(Extracted records)
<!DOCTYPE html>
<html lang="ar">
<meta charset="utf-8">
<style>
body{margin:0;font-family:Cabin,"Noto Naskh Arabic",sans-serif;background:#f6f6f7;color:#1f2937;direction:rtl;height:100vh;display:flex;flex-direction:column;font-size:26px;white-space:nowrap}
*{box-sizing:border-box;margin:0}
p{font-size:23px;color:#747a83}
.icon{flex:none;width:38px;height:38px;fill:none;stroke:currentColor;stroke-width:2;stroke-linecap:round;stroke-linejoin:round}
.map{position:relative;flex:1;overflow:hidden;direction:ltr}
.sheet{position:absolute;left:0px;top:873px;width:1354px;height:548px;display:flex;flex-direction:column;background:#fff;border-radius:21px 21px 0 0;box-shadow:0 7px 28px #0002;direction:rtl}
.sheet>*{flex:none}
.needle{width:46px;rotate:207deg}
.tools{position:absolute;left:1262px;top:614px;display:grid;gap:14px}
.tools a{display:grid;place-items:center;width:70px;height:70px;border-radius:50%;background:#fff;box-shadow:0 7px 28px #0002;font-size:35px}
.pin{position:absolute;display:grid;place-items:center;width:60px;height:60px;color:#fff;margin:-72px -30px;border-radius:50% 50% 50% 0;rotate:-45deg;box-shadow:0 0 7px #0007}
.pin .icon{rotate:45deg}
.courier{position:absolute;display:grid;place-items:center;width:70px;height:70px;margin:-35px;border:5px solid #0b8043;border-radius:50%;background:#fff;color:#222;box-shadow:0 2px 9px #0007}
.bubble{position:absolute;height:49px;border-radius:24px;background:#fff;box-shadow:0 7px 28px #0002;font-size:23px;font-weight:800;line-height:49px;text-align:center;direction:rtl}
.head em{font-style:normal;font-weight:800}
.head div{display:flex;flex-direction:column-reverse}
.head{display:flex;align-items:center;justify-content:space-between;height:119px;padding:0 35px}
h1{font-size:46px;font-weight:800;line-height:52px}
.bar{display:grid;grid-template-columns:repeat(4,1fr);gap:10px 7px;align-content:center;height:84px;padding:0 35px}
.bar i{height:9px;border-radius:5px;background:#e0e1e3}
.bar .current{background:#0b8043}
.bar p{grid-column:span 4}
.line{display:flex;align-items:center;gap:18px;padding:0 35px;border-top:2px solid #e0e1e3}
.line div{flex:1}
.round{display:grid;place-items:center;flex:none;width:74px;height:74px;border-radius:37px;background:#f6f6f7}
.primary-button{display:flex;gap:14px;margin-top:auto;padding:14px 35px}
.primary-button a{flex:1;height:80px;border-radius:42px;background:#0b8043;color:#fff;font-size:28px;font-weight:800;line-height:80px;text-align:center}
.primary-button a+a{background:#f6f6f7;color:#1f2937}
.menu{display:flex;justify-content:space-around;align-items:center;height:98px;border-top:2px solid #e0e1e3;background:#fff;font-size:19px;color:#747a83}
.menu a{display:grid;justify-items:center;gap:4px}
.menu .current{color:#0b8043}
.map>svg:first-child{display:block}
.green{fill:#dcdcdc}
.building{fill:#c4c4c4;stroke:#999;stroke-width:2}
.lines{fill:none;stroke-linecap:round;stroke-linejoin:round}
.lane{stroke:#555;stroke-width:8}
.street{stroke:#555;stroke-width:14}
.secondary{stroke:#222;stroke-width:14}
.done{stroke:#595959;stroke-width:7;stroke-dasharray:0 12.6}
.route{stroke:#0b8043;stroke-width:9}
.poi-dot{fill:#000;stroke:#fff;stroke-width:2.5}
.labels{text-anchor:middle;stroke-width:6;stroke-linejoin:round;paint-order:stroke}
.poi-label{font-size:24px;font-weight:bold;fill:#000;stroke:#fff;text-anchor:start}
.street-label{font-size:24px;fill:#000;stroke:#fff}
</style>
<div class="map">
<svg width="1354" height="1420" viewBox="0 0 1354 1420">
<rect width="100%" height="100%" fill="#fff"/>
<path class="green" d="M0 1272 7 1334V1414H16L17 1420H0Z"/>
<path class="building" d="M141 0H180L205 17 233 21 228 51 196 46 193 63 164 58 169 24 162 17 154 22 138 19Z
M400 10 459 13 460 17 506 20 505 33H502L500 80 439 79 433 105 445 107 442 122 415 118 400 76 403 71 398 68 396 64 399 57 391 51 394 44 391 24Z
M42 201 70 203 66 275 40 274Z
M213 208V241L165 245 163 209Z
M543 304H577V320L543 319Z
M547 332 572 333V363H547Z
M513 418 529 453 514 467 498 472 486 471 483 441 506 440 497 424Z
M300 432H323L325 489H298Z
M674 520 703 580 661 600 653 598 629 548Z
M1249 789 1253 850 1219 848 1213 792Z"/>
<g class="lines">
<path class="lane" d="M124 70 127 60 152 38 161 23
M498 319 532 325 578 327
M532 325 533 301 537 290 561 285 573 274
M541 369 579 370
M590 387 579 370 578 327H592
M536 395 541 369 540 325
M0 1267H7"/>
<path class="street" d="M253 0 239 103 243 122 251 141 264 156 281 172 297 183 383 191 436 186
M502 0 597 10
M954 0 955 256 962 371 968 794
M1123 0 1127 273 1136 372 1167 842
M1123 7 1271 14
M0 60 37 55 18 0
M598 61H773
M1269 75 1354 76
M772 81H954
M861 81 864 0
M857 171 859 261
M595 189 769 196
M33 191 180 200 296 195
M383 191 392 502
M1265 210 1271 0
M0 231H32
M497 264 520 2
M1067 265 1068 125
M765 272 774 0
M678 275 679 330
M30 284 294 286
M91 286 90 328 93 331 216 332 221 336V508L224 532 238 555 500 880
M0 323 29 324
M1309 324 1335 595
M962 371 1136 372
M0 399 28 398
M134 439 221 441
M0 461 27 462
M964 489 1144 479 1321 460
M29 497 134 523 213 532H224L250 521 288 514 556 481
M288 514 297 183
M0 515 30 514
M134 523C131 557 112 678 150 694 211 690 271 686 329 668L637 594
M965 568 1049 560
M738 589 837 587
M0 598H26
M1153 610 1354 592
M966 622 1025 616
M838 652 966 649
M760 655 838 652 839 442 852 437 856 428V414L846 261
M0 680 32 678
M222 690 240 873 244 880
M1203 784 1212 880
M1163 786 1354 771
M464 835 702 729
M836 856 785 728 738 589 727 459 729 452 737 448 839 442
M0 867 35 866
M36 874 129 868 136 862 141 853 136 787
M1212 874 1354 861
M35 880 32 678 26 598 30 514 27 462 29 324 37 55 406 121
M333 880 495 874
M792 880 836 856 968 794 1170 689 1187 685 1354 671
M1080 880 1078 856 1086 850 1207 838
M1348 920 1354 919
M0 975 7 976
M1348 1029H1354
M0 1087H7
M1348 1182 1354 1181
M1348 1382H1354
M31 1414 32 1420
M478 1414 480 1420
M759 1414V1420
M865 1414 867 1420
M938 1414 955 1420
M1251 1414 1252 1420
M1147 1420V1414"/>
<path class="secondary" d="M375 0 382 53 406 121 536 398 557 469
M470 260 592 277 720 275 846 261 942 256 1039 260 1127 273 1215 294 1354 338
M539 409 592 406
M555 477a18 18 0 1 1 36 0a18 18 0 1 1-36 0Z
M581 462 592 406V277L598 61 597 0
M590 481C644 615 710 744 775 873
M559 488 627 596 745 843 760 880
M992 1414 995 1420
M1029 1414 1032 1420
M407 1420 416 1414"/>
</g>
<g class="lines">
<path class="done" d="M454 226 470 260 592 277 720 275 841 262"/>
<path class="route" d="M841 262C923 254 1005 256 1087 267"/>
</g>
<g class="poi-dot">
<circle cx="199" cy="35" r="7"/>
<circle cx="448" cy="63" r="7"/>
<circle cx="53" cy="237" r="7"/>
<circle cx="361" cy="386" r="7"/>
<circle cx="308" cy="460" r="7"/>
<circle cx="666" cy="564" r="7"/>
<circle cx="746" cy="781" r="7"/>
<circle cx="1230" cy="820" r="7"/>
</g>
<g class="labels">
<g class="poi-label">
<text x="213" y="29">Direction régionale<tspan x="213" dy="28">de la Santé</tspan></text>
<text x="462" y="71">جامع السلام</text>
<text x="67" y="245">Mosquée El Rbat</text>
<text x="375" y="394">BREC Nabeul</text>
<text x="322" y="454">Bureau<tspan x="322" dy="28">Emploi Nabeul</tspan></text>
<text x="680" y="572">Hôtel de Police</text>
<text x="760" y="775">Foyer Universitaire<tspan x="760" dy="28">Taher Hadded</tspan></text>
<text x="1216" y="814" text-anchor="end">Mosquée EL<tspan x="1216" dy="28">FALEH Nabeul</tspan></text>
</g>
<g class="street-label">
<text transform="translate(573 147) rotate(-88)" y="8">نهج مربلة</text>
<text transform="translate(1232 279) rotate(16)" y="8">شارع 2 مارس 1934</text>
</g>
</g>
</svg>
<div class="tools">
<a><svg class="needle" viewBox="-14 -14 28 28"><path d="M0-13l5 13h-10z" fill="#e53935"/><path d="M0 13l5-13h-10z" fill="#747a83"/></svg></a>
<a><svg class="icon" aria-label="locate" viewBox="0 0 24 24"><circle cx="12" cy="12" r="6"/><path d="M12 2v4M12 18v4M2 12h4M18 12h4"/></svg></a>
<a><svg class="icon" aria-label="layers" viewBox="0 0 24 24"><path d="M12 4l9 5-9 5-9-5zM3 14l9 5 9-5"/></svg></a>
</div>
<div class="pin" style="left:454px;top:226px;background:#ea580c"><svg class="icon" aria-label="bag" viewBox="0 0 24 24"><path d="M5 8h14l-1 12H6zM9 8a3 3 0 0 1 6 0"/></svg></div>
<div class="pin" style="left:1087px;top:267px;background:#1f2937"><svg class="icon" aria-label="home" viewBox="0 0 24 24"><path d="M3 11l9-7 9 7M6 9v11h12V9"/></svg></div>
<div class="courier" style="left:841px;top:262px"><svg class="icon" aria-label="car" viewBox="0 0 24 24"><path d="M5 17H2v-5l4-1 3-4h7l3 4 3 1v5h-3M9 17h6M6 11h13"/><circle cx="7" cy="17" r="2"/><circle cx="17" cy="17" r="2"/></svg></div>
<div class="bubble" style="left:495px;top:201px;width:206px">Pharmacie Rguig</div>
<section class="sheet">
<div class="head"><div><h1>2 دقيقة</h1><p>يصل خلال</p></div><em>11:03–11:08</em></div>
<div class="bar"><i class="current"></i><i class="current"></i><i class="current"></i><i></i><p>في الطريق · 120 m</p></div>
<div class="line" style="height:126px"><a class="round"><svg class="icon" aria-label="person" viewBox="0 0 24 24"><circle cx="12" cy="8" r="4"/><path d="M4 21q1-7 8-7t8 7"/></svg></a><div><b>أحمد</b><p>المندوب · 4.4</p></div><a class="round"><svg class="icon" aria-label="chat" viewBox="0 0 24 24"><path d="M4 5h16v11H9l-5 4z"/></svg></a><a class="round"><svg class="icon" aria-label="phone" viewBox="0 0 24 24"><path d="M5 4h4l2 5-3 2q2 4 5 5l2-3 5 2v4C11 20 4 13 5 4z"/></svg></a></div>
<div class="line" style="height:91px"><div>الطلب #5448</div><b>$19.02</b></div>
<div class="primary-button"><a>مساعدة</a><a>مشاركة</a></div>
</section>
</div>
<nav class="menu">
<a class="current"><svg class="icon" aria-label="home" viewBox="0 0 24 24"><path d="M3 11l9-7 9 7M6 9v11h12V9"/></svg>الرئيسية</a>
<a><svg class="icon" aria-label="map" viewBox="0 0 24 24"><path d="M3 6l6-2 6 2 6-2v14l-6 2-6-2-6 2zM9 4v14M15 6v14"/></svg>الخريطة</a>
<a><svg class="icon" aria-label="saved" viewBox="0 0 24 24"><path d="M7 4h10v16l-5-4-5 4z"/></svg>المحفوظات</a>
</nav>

**Activity:**
Please, from the entries above, set down exactly the lines from the one containing "M1249 789 1253" through the one containing "M539 409 592 406", and only those.

**Output of the task:**
M1249 789 1253 850 1219 848 1213 792Z"/>
<g class="lines">
<path class="lane" d="M124 70 127 60 152 38 161 23
M498 319 532 325 578 327
M532 325 533 301 537 290 561 285 573 274
M541 369 579 370
M590 387 579 370 578 327H592
M536 395 541 369 540 325
M0 1267H7"/>
<path class="street" d="M253 0 239 103 243 122 251 141 264 156 281 172 297 183 383 191 436 186
M502 0 597 10
M954 0 955 256 962 371 968 794
M1123 0 1127 273 1136 372 1167 842
M1123 7 1271 14
M0 60 37 55 18 0
M598 61H773
M1269 75 1354 76
M772 81H954
M861 81 864 0
M857 171 859 261
M595 189 769 196
M33 191 180 200 296 195
M383 191 392 502
M1265 210 1271 0
M0 231H32
M497 264 520 2
M1067 265 1068 125
M765 272 774 0
M678 275 679 330
M30 284 294 286
M91 286 90 328 93 331 216 332 221 336V508L224 532 238 555 500 880
M0 323 29 324
M1309 324 1335 595
M962 371 1136 372
M0 399 28 398
M134 439 221 441
M0 461 27 462
M964 489 1144 479 1321 460
M29 497 134 523 213 532H224L250 521 288 514 556 481
M288 514 297 183
M0 515 30 514
M134 523C131 557 112 678 150 694 211 690 271 686 329 668L637 594
M965 568 1049 560
M738 589 837 587
M0 598H26
M1153 610 1354 592
M966 622 1025 616
M838 652 966 649
M760 655 838 652 839 442 852 437 856 428V414L846 261
M0 680 32 678
M222 690 240 873 244 880
M1203 784 1212 880
M1163 786 1354 771
M464 835 702 729
M836 856 785 728 738 589 727 459 729 452 737 448 839 442
M0 867 35 866
M36 874 129 868 136 862 141 853 136 787
M1212 874 1354 861
M35 880 32 678 26 598 30 514 27 462 29 324 37 55 406 121
M333 880 495 874
M792 880 836 856 968 794 1170 689 1187 685 1354 671
M1080 880 1078 856 1086 850 1207 838
M1348 920 1354 919
M0 975 7 976
M1348 1029H1354
M0 1087H7
M1348 1182 1354 1181
M1348 1382H1354
M31 1414 32 1420
M478 1414 480 1420
M759 1414V1420
M865 1414 867 1420
M938 1414 955 1420
M1251 1414 1252 1420
M1147 1420V1414"/>
<path class="secondary" d="M375 0 382 53 406 121 536 398 557 469
M470 260 592 277 720 275 846 261 942 256 1039 260 1127 273 1215 294 1354 338
M539 409 592 406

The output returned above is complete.